• Goal of the exercise: Each record below must be reproduced exactly as it reads, with its images omitted.

• Extracted records:

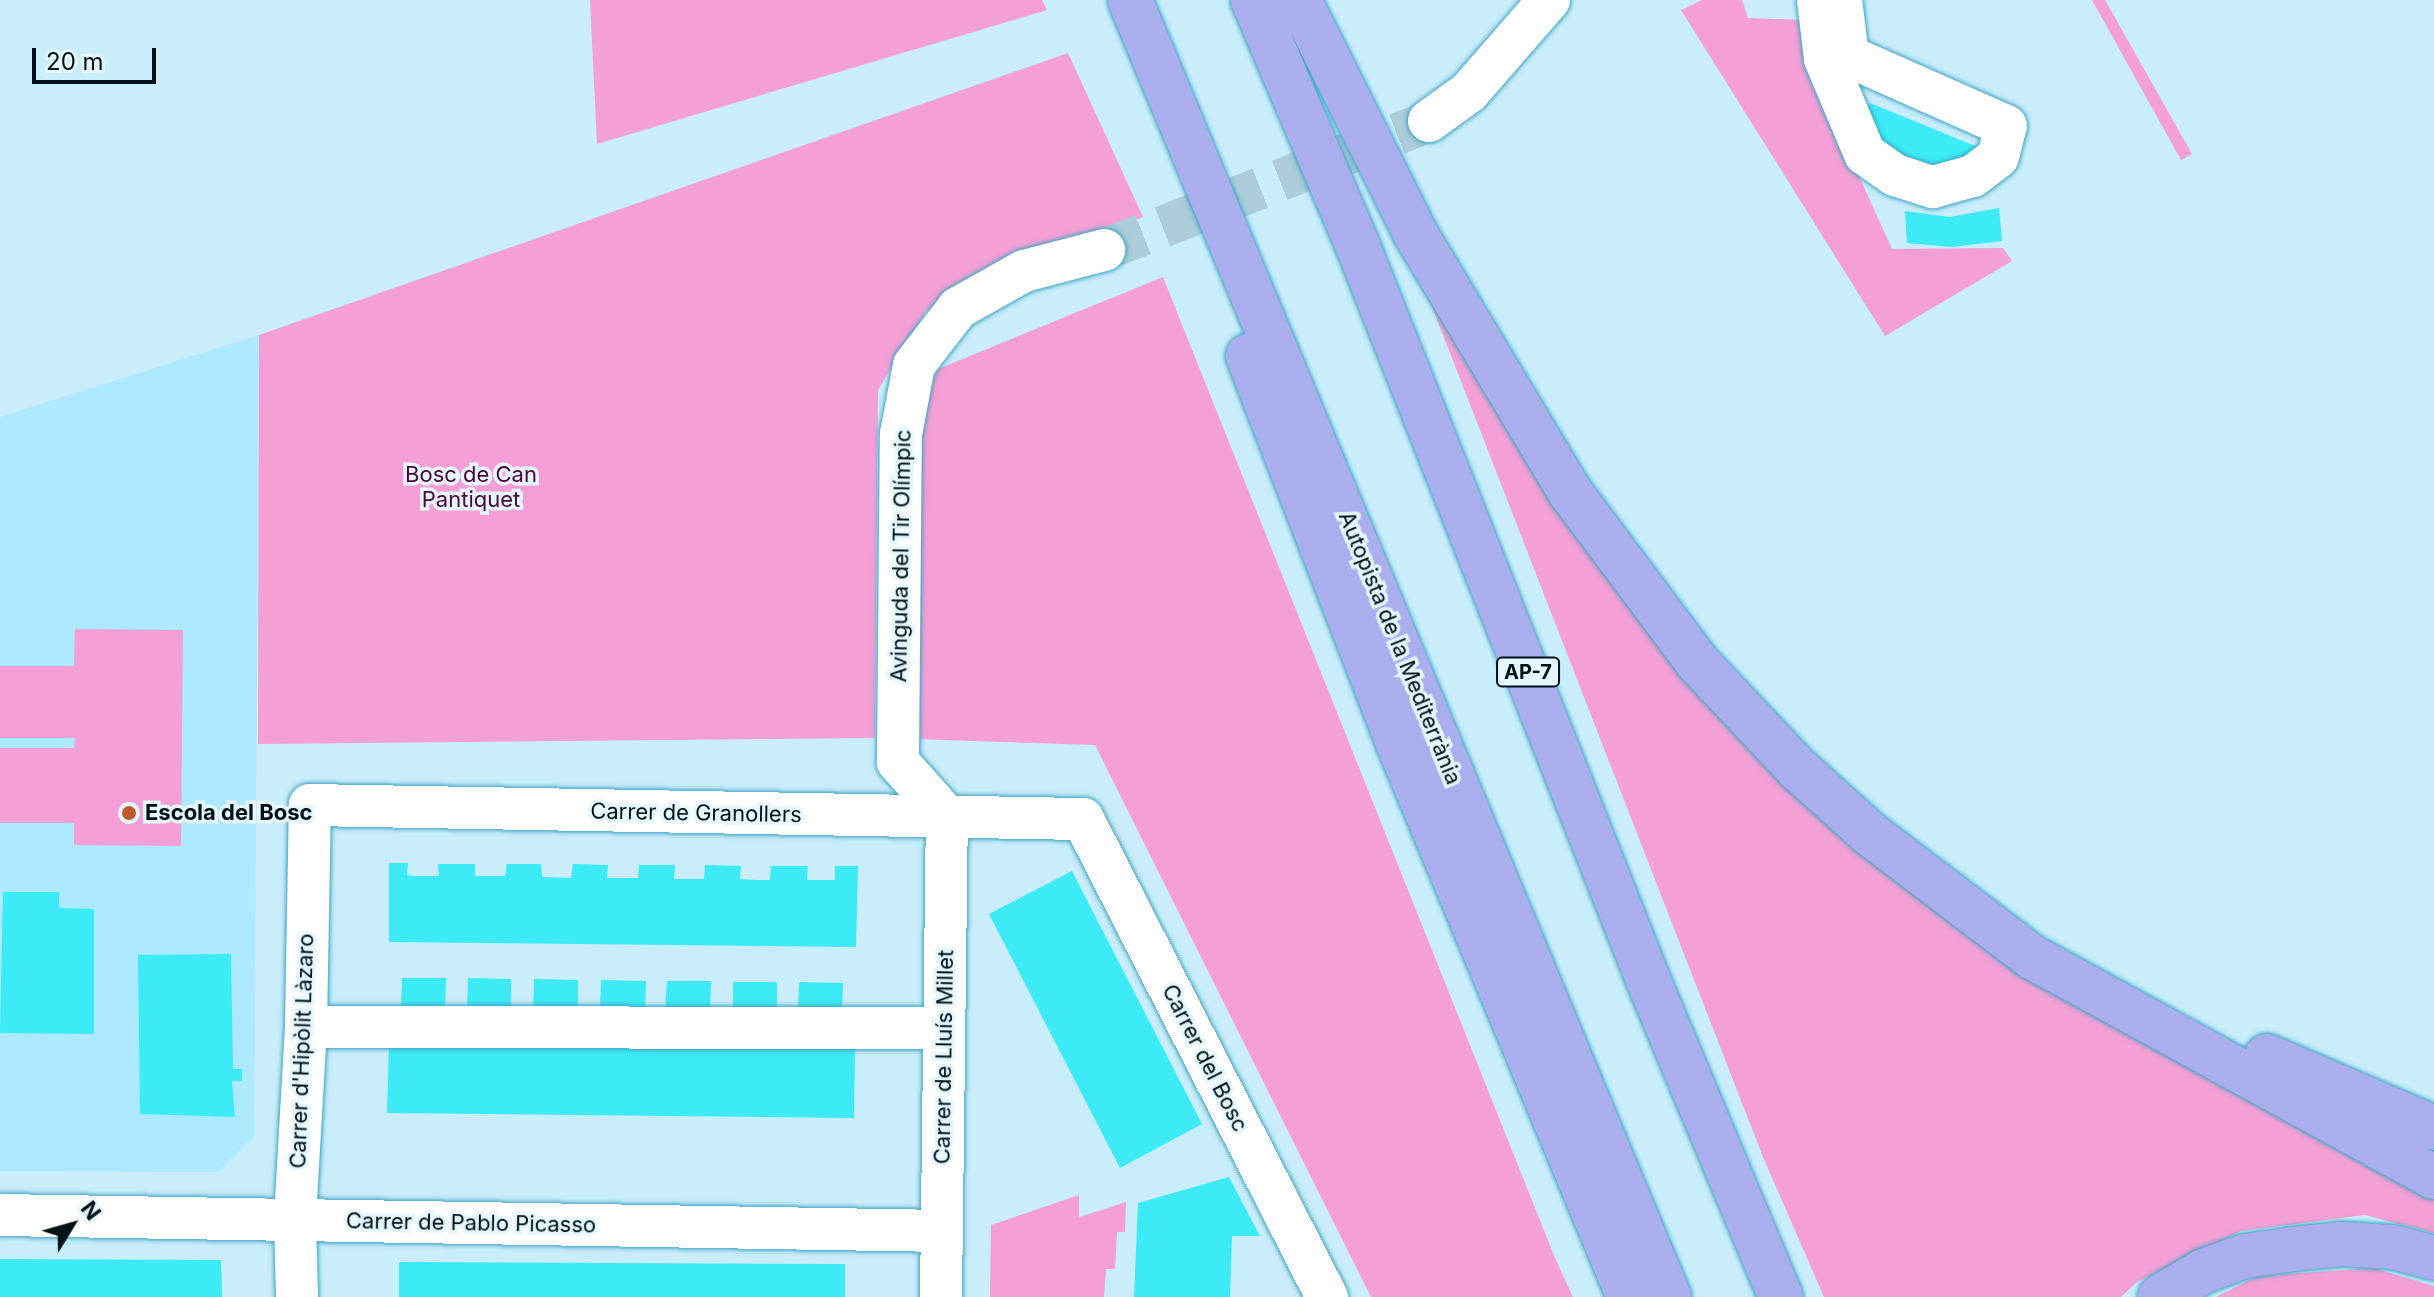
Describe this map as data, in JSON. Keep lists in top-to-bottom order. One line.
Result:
{"streets":{"highway":["Autopista de la Mediterrània","AP-7"],"street":["Avinguda del Tir Olímpic","Carrer de Granollers","Carrer d'Hipòlit Làzaro","Carrer de Lluís Millet","Carrer del Bosc","Carrer de Pablo Picasso"]},"crossings":[["Avinguda del Tir Olímpic","Carrer de Granollers"],["Avinguda del Tir Olímpic","Carrer de Lluís Millet"],["Carrer de Granollers","Carrer d'Hipòlit Làzaro"],["Carrer de Granollers","Carrer de Lluís Millet"],["Carrer de Granollers","Carrer del Bosc"],["Carrer d'Hipòlit Làzaro","Carrer de Pablo Picasso"],["Carrer de Lluís Millet","Carrer de Pablo Picasso"]],"parks":["Bosc de Can Pantiquet"],"places":["Escola del Bosc"],"scale_bar":"20 m","north":"top right"}
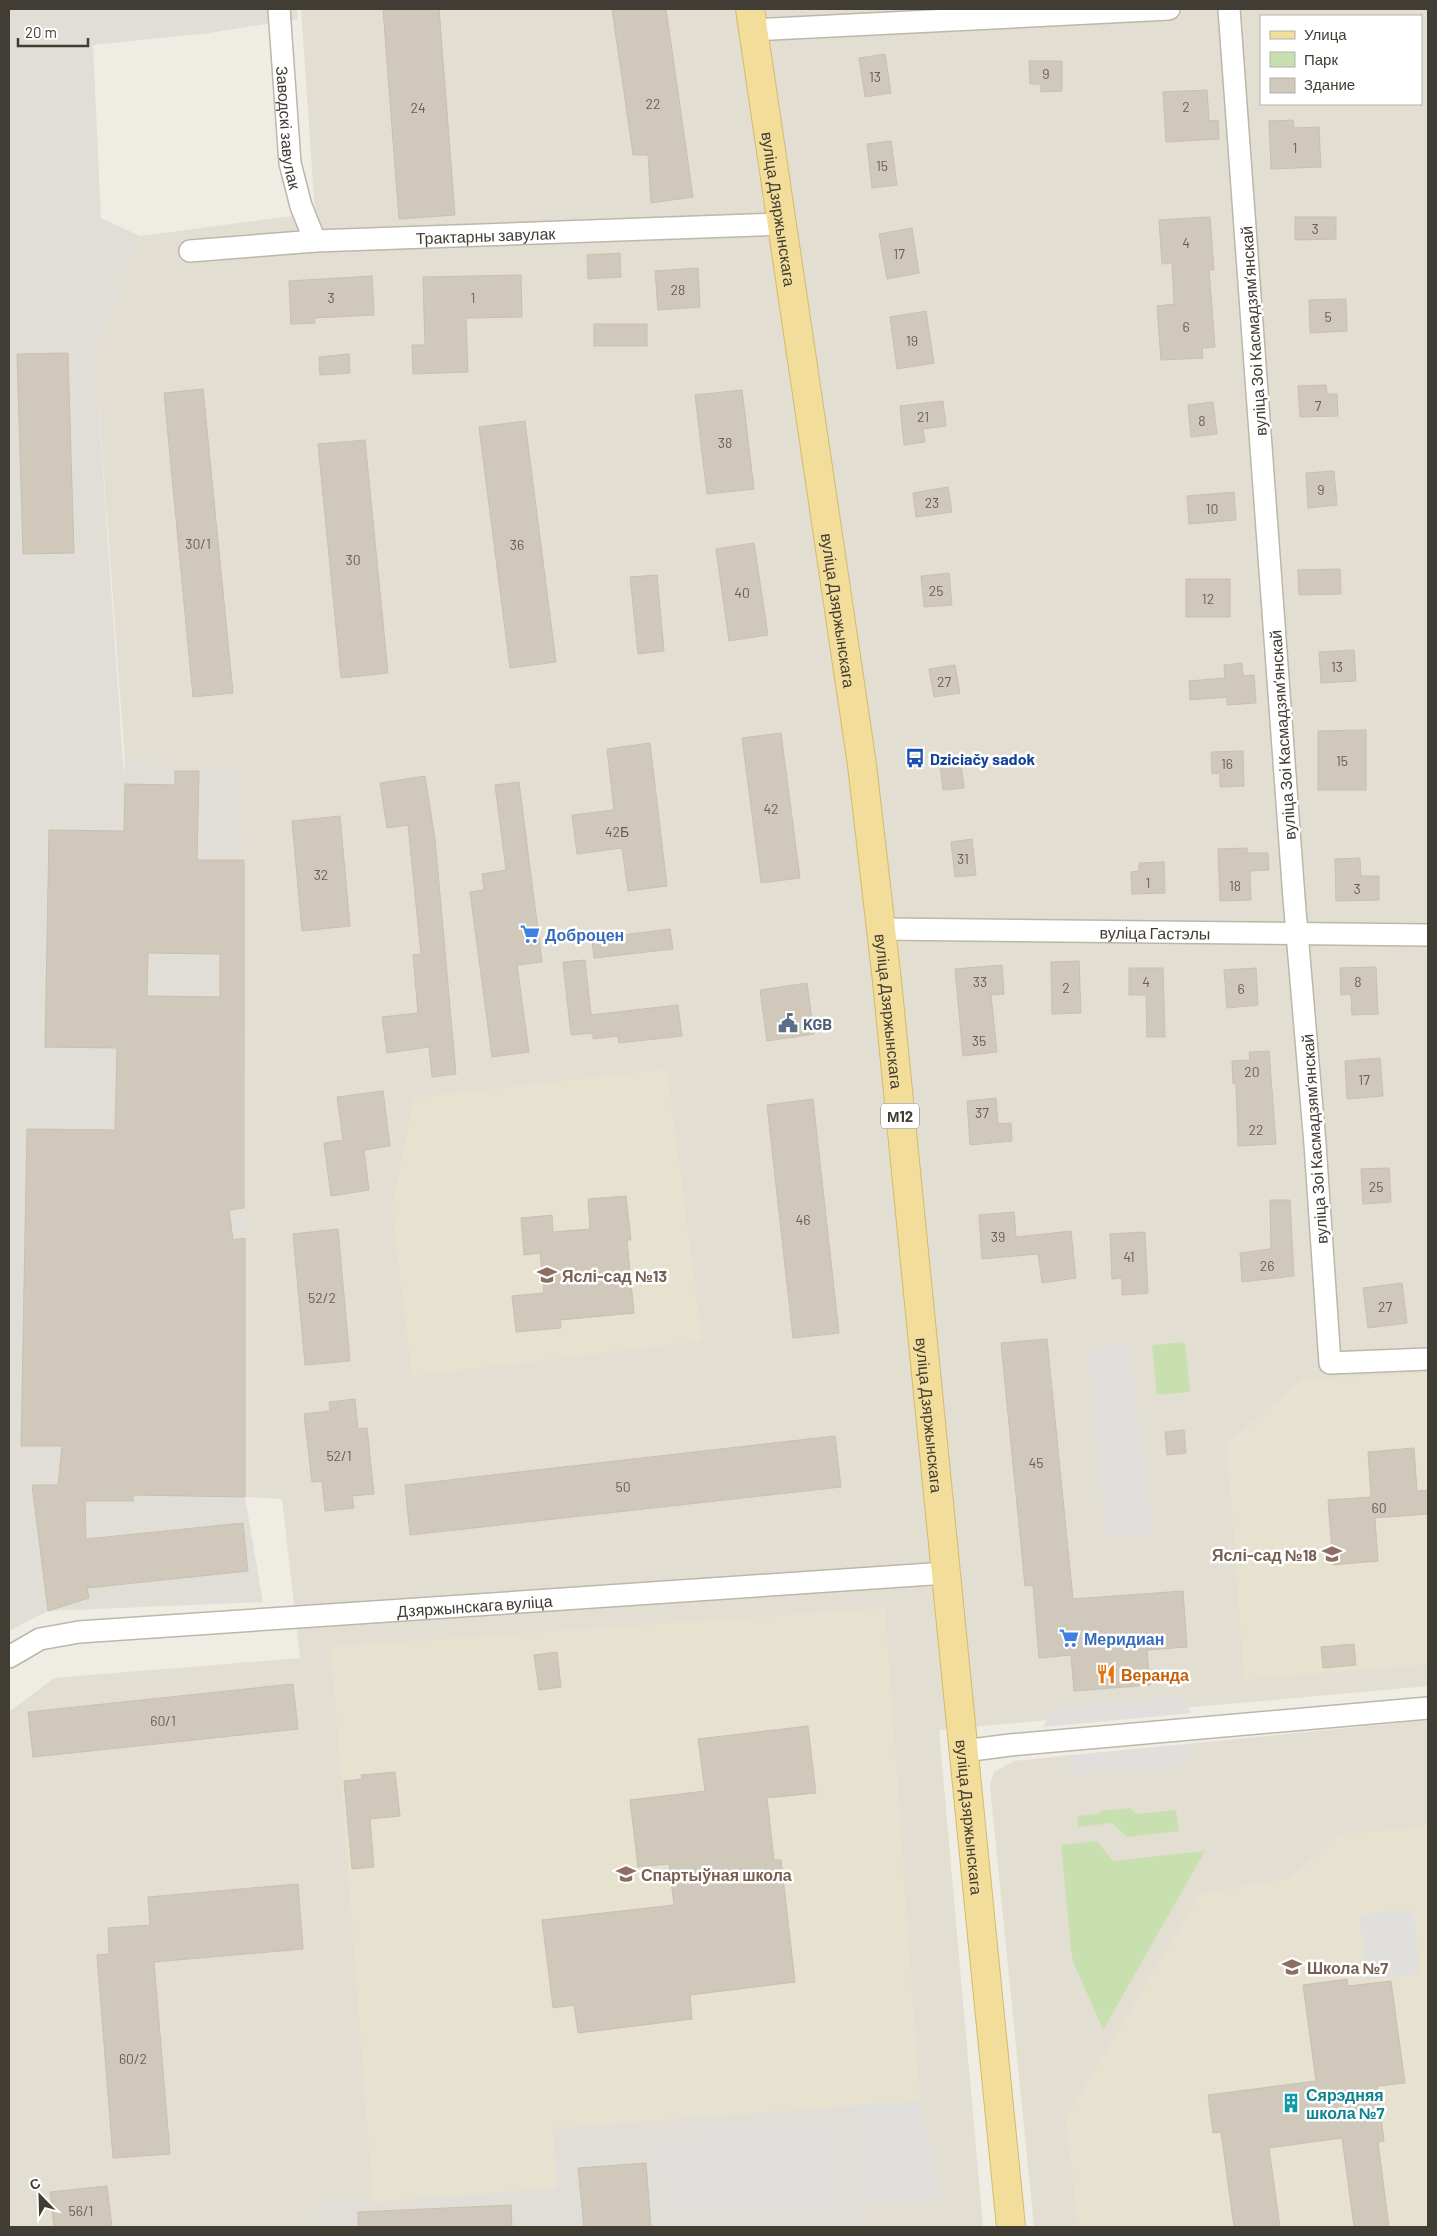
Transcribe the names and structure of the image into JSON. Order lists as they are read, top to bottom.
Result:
{
  "streets": {
    "main road": ["вуліца Дзяржынскага", "М12"],
    "street": [
      "Заводскі завулак",
      "Трактарны завулак",
      "вуліца Зоі Касмадзямʼянскай",
      "вуліца Гастэлы",
      "Дзяржынскага вуліца"
    ]
  },
  "crossings": [
    ["Заводскі завулак", "Трактарны завулак"],
    ["вуліца Дзяржынскага", "Трактарны завулак"],
    ["вуліца Дзяржынскага", "вуліца Гастэлы"],
    ["вуліца Дзяржынскага", "Дзяржынскага вуліца"],
    ["вуліца Зоі Касмадзямʼянскай", "вуліца Гастэлы"]
  ],
  "places": {
    "bus stop": ["Dziciačy sadok"],
    "supermarket": ["Доброцен", "Меридиан"],
    "public building": ["KGB"],
    "school or university": [
      "Яслі-сад №13",
      "Яслі-сад №18",
      "Спартыўная школа",
      "Школа №7"
    ],
    "restaurant": ["Веранда"],
    "building": ["Сярэдняя школа №7"]
  },
  "house_numbers": [
    "9",
    "13",
    "22",
    "2",
    "24",
    "1",
    "15",
    "3",
    "4",
    "17",
    "28",
    "3",
    "1",
    "5",
    "6",
    "19",
    "7",
    "21",
    "8",
    "38",
    "9",
    "23",
    "10",
    "30/1",
    "36",
    "30",
    "25",
    "40",
    "12",
    "13",
    "27",
    "15",
    "16",
    "42",
    "42Б",
    "31",
    "32",
    "1",
    "18",
    "3",
    "33",
    "4",
    "8",
    "2",
    "6",
    "35",
    "20",
    "17",
    "37",
    "22",
    "25",
    "46",
    "39",
    "41",
    "26",
    "52/2",
    "27",
    "52/1",
    "45",
    "50",
    "60",
    "60/1",
    "60/2",
    "56/1"
  ],
  "legend": ["Улица", "Парк", "Здание"],
  "scale_bar": "20 m",
  "north": "top left"
}
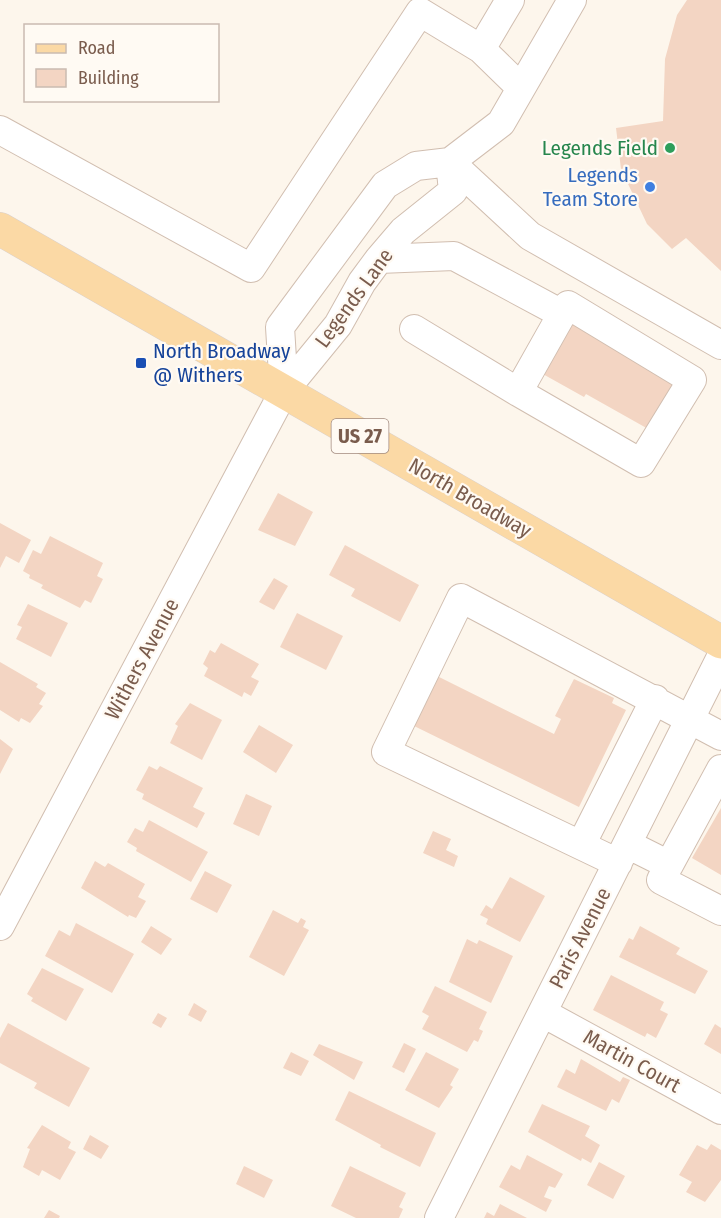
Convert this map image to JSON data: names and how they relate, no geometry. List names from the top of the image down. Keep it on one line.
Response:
{"streets":{"main road":["US 27","North Broadway"],"street":["Legends Lane","Withers Avenue","Paris Avenue","Martin Court"]},"crossings":[["Legends Lane","North Broadway"],["Legends Lane","Withers Avenue"],["North Broadway","Withers Avenue"],["Paris Avenue","Martin Court"]],"places":{"other":["Legends Field","Legends Team Store"],"transit":["North Broadway @ Withers"]},"legend":["Road","Building"]}
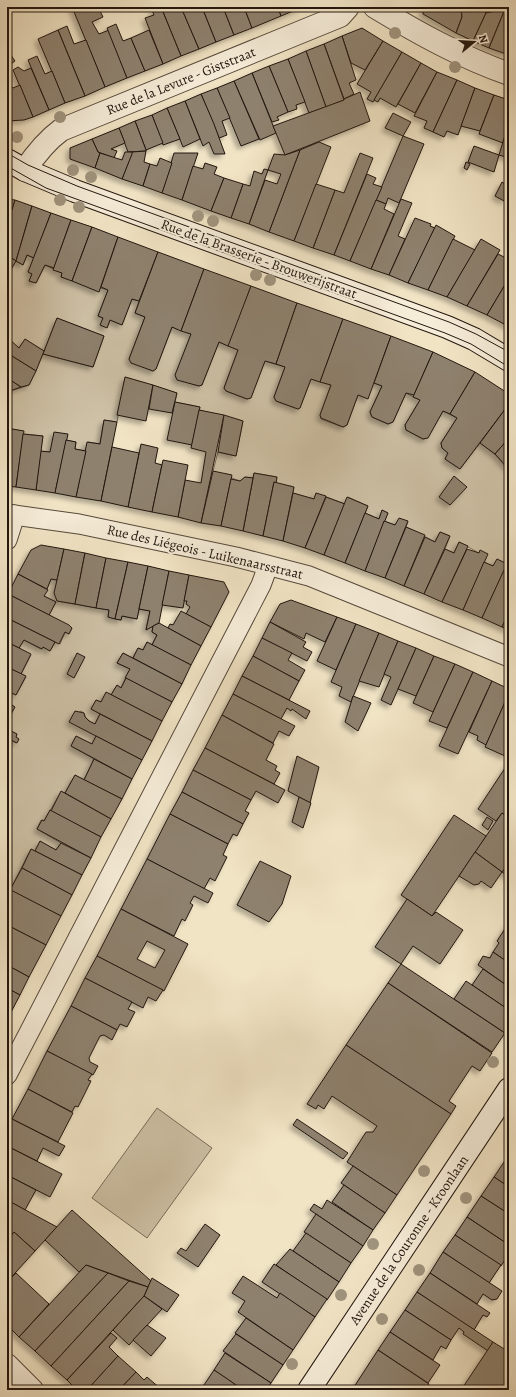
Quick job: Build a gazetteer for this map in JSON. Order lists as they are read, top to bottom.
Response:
{
  "streets": {
    "main road": ["Rue de la Levure - Giststraat", "Rue de la Brasserie - Brouwerijstraat", "Avenue de la Couronne - Kroonlaan"],
    "street": ["Rue des Liégeois - Luikenaarsstraat"]
  },
  "crossings": [
    ["Rue de la Levure - Giststraat", "Rue de la Brasserie - Brouwerijstraat"]
  ],
  "north": "right"
}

• Exercise result:
Describe this map as data, in JSON. Keep lists in top-to-bottom order. One line.
Result:
{"streets":{"highway":["Autopista de la Mediterrània","AP-7"],"street":["Avinguda del Tir Olímpic","Carrer de Granollers","Carrer d'Hipòlit Làzaro","Carrer de Lluís Millet","Carrer del Bosc","Carrer de Pablo Picasso"]},"crossings":[["Avinguda del Tir Olímpic","Carrer de Granollers"],["Avinguda del Tir Olímpic","Carrer de Lluís Millet"],["Carrer de Granollers","Carrer d'Hipòlit Làzaro"],["Carrer de Granollers","Carrer de Lluís Millet"],["Carrer de Granollers","Carrer del Bosc"],["Carrer d'Hipòlit Làzaro","Carrer de Pablo Picasso"],["Carrer de Lluís Millet","Carrer de Pablo Picasso"]],"parks":["Bosc de Can Pantiquet"],"places":["Escola del Bosc"],"scale_bar":"20 m","north":"top right"}
Transcribe the names and structure of the image into JSON. Order lists as they are read, top to bottom.
Result:
{
  "streets": {
    "main road": ["вуліца Дзяржынскага", "М12"],
    "street": [
      "Заводскі завулак",
      "Трактарны завулак",
      "вуліца Зоі Касмадзямʼянскай",
      "вуліца Гастэлы",
      "Дзяржынскага вуліца"
    ]
  },
  "crossings": [
    ["Заводскі завулак", "Трактарны завулак"],
    ["вуліца Дзяржынскага", "Трактарны завулак"],
    ["вуліца Дзяржынскага", "вуліца Гастэлы"],
    ["вуліца Дзяржынскага", "Дзяржынскага вуліца"],
    ["вуліца Зоі Касмадзямʼянскай", "вуліца Гастэлы"]
  ],
  "places": {
    "bus stop": ["Dziciačy sadok"],
    "supermarket": ["Доброцен", "Меридиан"],
    "public building": ["KGB"],
    "school or university": [
      "Яслі-сад №13",
      "Яслі-сад №18",
      "Спартыўная школа",
      "Школа №7"
    ],
    "restaurant": ["Веранда"],
    "building": ["Сярэдняя школа №7"]
  },
  "house_numbers": [
    "9",
    "13",
    "22",
    "2",
    "24",
    "1",
    "15",
    "3",
    "4",
    "17",
    "28",
    "3",
    "1",
    "5",
    "6",
    "19",
    "7",
    "21",
    "8",
    "38",
    "9",
    "23",
    "10",
    "30/1",
    "36",
    "30",
    "25",
    "40",
    "12",
    "13",
    "27",
    "15",
    "16",
    "42",
    "42Б",
    "31",
    "32",
    "1",
    "18",
    "3",
    "33",
    "4",
    "8",
    "2",
    "6",
    "35",
    "20",
    "17",
    "37",
    "22",
    "25",
    "46",
    "39",
    "41",
    "26",
    "52/2",
    "27",
    "52/1",
    "45",
    "50",
    "60",
    "60/1",
    "60/2",
    "56/1"
  ],
  "legend": ["Улица", "Парк", "Здание"],
  "scale_bar": "20 m",
  "north": "top left"
}
Convert this map image to JSON data: names and how they relate, no geometry. List names from the top of the image down. Keep it on one line.
Response:
{"streets":{"main road":["US 27","North Broadway"],"street":["Legends Lane","Withers Avenue","Paris Avenue","Martin Court"]},"crossings":[["Legends Lane","North Broadway"],["Legends Lane","Withers Avenue"],["North Broadway","Withers Avenue"],["Paris Avenue","Martin Court"]],"places":{"other":["Legends Field","Legends Team Store"],"transit":["North Broadway @ Withers"]},"legend":["Road","Building"]}
Quick job: Build a gazetteer for this map in JSON. Order lists as they are read, top to bottom.
Response:
{
  "streets": {
    "main road": ["Rue de la Levure - Giststraat", "Rue de la Brasserie - Brouwerijstraat", "Avenue de la Couronne - Kroonlaan"],
    "street": ["Rue des Liégeois - Luikenaarsstraat"]
  },
  "crossings": [
    ["Rue de la Levure - Giststraat", "Rue de la Brasserie - Brouwerijstraat"]
  ],
  "north": "right"
}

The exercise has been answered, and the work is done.